◆ **Problem to work on**
Find the string "right" in the entries and copy each line that has it.

[Stored data]
◆ ◆ ◆ ◆ ◆ ◆ ◆
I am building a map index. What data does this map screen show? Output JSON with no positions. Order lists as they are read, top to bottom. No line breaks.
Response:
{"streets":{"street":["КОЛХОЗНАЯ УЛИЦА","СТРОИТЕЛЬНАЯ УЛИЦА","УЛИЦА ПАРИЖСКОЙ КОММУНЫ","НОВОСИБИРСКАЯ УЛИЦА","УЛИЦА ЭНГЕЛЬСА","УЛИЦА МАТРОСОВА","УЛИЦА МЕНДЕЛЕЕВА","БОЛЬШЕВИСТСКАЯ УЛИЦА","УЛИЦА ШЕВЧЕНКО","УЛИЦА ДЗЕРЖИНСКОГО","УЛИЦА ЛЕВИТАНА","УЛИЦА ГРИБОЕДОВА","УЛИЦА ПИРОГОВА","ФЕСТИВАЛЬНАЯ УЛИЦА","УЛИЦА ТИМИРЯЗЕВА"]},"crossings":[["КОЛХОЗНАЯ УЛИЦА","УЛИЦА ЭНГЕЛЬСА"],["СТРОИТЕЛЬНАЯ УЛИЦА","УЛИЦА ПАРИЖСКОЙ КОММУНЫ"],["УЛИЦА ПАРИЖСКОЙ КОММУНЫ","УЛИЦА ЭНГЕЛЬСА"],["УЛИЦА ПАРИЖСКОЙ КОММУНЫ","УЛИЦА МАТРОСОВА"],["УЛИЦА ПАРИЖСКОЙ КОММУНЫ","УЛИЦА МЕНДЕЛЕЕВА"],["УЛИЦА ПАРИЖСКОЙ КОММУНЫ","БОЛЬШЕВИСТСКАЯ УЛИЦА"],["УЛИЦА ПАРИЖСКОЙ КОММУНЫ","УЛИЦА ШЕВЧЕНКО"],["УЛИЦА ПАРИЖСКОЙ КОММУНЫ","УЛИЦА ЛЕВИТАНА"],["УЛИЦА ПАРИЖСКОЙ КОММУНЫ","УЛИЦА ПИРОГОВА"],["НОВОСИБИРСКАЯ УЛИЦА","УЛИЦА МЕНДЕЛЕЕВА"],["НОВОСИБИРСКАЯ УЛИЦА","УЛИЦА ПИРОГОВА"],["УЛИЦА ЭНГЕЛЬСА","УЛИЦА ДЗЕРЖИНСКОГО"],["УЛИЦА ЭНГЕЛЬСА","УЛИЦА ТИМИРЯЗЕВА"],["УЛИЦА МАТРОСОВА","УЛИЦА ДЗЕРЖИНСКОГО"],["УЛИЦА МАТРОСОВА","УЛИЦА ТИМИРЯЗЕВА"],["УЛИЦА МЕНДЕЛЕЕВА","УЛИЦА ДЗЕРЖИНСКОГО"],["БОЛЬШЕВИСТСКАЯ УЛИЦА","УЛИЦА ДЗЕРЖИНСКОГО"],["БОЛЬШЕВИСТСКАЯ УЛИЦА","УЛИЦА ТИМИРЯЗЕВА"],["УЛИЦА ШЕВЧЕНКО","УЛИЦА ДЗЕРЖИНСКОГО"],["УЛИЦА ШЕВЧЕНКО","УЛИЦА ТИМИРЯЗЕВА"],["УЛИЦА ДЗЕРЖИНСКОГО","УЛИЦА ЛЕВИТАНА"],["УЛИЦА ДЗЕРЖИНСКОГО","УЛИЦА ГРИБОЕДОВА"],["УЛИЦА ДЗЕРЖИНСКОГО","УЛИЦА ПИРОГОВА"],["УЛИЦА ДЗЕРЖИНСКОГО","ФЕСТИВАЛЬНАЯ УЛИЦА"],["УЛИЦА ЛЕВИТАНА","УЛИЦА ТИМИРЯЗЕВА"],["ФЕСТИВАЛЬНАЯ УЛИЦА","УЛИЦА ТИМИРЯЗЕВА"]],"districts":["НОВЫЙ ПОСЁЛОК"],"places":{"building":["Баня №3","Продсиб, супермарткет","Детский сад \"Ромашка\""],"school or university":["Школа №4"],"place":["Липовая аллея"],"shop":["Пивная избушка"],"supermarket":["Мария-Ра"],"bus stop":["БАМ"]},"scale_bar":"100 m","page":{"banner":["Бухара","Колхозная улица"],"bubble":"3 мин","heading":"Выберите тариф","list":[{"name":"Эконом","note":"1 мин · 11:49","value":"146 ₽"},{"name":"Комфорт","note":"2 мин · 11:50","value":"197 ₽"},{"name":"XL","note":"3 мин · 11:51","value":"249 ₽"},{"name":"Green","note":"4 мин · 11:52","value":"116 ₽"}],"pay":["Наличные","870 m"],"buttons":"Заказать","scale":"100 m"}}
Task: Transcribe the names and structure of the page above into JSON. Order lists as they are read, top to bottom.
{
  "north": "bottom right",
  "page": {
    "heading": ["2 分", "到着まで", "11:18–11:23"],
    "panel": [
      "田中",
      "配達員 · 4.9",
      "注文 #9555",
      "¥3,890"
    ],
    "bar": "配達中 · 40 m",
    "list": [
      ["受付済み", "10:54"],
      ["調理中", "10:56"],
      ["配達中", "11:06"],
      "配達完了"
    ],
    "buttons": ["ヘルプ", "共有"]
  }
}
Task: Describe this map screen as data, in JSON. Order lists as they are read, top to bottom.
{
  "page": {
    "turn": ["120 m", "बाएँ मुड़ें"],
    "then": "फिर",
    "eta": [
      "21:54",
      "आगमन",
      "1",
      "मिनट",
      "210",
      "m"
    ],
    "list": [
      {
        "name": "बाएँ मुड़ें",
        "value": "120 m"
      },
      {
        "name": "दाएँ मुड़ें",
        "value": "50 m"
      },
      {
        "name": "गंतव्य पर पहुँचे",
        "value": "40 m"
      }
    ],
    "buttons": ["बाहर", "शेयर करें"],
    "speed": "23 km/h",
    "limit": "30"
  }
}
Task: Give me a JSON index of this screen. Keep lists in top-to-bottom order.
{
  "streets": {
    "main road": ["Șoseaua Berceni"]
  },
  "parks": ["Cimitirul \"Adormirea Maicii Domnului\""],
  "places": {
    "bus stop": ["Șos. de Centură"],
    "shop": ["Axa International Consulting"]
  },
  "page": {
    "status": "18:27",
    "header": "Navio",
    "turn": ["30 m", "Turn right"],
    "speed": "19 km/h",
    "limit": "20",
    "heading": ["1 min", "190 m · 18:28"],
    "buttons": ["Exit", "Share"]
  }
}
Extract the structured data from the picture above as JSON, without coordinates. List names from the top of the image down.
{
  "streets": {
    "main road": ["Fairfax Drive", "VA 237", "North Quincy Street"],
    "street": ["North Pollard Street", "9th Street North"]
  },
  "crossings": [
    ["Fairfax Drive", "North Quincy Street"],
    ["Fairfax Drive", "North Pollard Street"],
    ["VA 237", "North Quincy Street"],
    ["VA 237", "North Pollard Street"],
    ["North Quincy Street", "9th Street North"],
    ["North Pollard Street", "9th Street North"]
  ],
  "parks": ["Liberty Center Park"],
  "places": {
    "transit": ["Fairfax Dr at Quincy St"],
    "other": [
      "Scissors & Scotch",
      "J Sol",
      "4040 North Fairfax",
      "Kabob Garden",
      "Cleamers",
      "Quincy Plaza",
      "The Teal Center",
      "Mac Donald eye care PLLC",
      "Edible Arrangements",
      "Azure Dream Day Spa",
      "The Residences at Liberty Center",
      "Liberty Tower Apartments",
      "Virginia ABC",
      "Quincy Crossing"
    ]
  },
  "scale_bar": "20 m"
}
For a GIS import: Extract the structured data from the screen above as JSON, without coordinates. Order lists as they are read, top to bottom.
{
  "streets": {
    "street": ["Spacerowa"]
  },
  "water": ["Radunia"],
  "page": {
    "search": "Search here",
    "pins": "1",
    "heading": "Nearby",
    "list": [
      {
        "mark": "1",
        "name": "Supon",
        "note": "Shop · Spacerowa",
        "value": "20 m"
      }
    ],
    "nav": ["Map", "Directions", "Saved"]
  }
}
◆ ◆ ◆ ◆ ◆ ◆ ◆
◆ **Answer space**
  "north": "bottom right",
    "turn": ["30 m", "Turn right"],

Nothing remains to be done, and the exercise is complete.